J'ai mal partout, je suis bien plus mal en point qu'au début de la semaine. Je suis toute courbaturée, et un peu démoralisée par ce que j'explique dans mon précédent billet.

Jeudi

Musée Grévin, expositions Albers et Matisse à Beaubourg. Variations encore. Je songe à cette expression devenue mythique à la maison: «Pour faire de jolis pots, il faut faire beaucoup de pots».
L'intrigant est que les tableaux sur un même thème sont souvent (toujours) peints la même année, il n'y a pas comme chez Degas une évolution s'étendant sur une longue période (pour une même composition, je veux dire): comme si Matisse voulait aussitôt nous montrer plusieurs visions intérieures.

Découvert à mon grand désarroi une nouvelle catégorie d'électeurs du FN: après les extrémistes par conviction, les ouvriers et catégories sociales délaissés, je découvre "l'intellectuel qui fait le malin", qui veut envoyer "un signe" pour signifier que la situation devient incontrôlable dans les écoles, les facs, les banlieues, etc, bien persuadé que "de toute façon le FN ne passera pas".
Certes. Il faudra un jour que je copie certains textes de H.G. Wells du début du XXe siècle (anéantir tous les jaunes): les idées dans l'air rendent certaines idées tolérables, il n'y a pas de neutralité en la matière.

Qui sont ces gens ?

Hier, H. s'est fait voler son iPhone par un pickpockett. Comme c'était un téléphone d'entreprise, il a aussitôt été remplacé par un autre, plus avancé, à qui l'on peut parler et qui vous répond (chaque fois je pense aux lois robotiques d'Asimov):
— Tu te rends compte? Je lui demande le temps qu'il va faire demain, il me répond «Il va pleuvoir demain». Et après-demain? «Le temps pour après-demain n'est pas sûr.» Tu te rends compte? Il a rapproché la deuxième question de la première, il a fait un raccourci sémantique pas du tout évident, ça c'est de la technologie, on n'est plus dans de l'informatique de gestion…

Sa curiosité le console un peu de sa perte (parce que malgré tout, il est malheureux de ce vol, comme chaque fois que nous sommes confrontés à la méchanceté du monde). Il fait des tests:
— Appeler ma femme.
— Je ne sais pas qui est votre épouse. (La voix est un peu mécanique. Elle continue:) d'ailleurs, je ne sais pas qui vous êtes.

Je montre mes fesses sur internet (enfin, au moins une)

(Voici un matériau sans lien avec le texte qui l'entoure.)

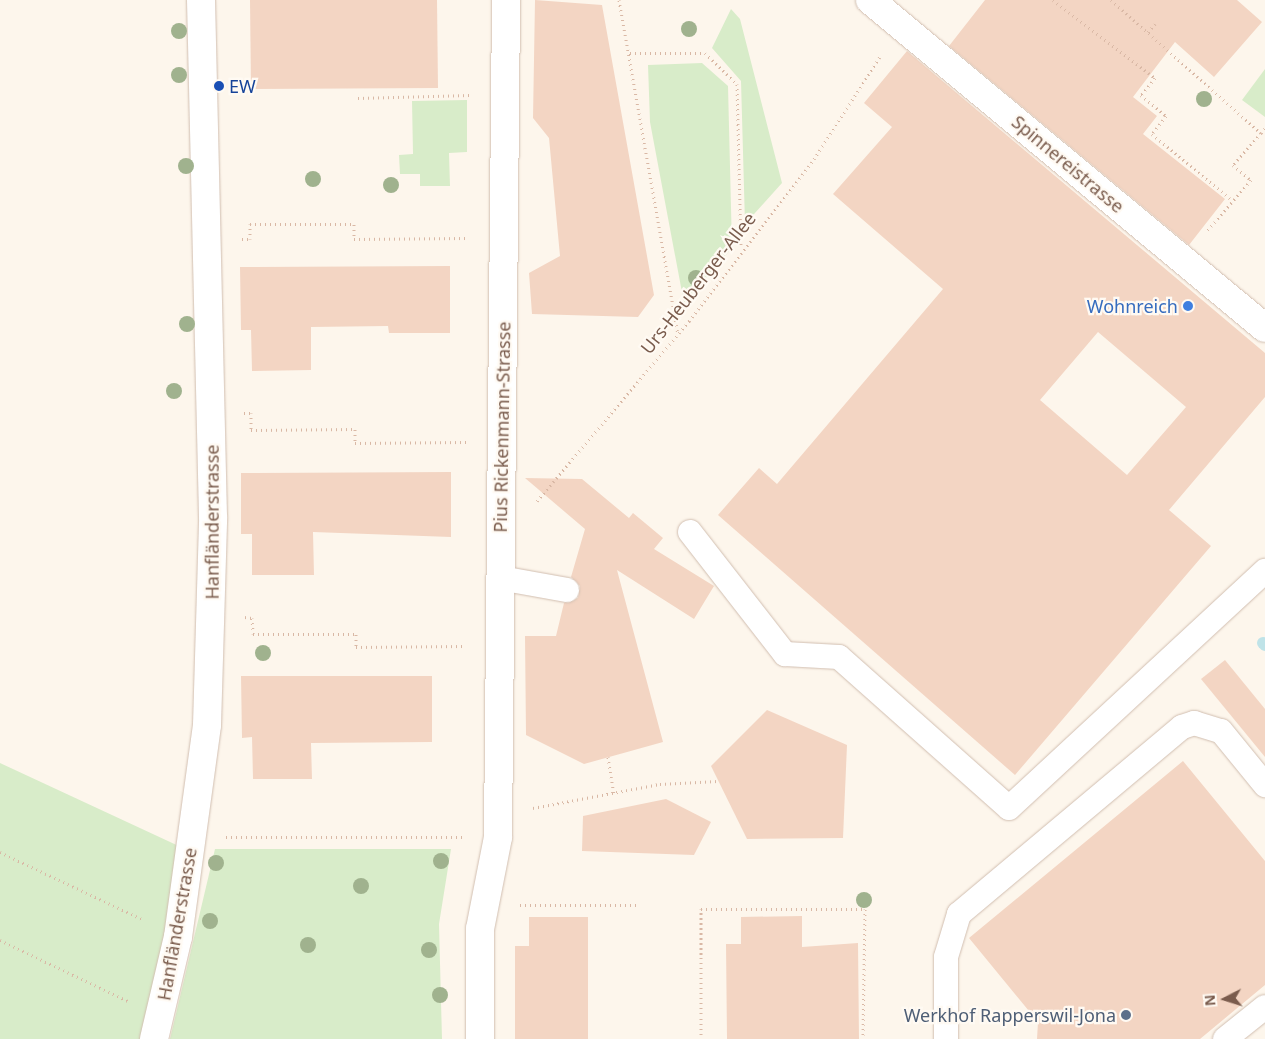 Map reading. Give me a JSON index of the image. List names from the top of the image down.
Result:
{
  "streets": {
    "street": ["Spinnereistrasse", "Pius Rickenmann-Strasse", "Hanfländerstrasse"],
    "path": ["Urs-Heuberger-Allee"]
  },
  "crossings": [
    ["Spinnereistrasse", "Urs-Heuberger-Allee"],
    ["Urs-Heuberger-Allee", "Pius Rickenmann-Strasse"]
  ],
  "places": ["EW", "Wohnreich", "Werkhof Rapperswil-Jona"],
  "north": "left"
}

Normalement avec un tel titre je devrais exploser mes statistiques. (J'en ai profité pour retourner voir les photos de paréo chez Matoo: las, la plupart des blogs ont disparu. Nous nous étions bien amusés).

Et donc



Autoportrait au bleu aurait sans doute été moins vendeur. (Je ne dois pas être très normale, j'ai toujours aimé les bleus. Je trouve ça curieux, et j'aime voir leur couleur évoluer vers le jaune et le vert.)

Repos

Dimanche soir minuit, après avoir fini d'écrire ici, je suis tombée dans l'escalier. Un doigt cassé (l'annulaire gauche, pas très gênant sauf pour taper), des bleus impressionnants, une entorse (toute petite, je ne m'en suis rendu compte qu'en revenant de la Défense le soir, d'où deux passages aux urgences, matin pour le doigt, soirée pour l'entorse. Assez pour m'arrêter, mais sans doute pas assez pour m'empêcher de courir la capitale avec les garçons jeudi et vendredi prochains. A suivre).

Fini Elégies pour quelques-uns et lu la moitié de Roman Roi aux urgences.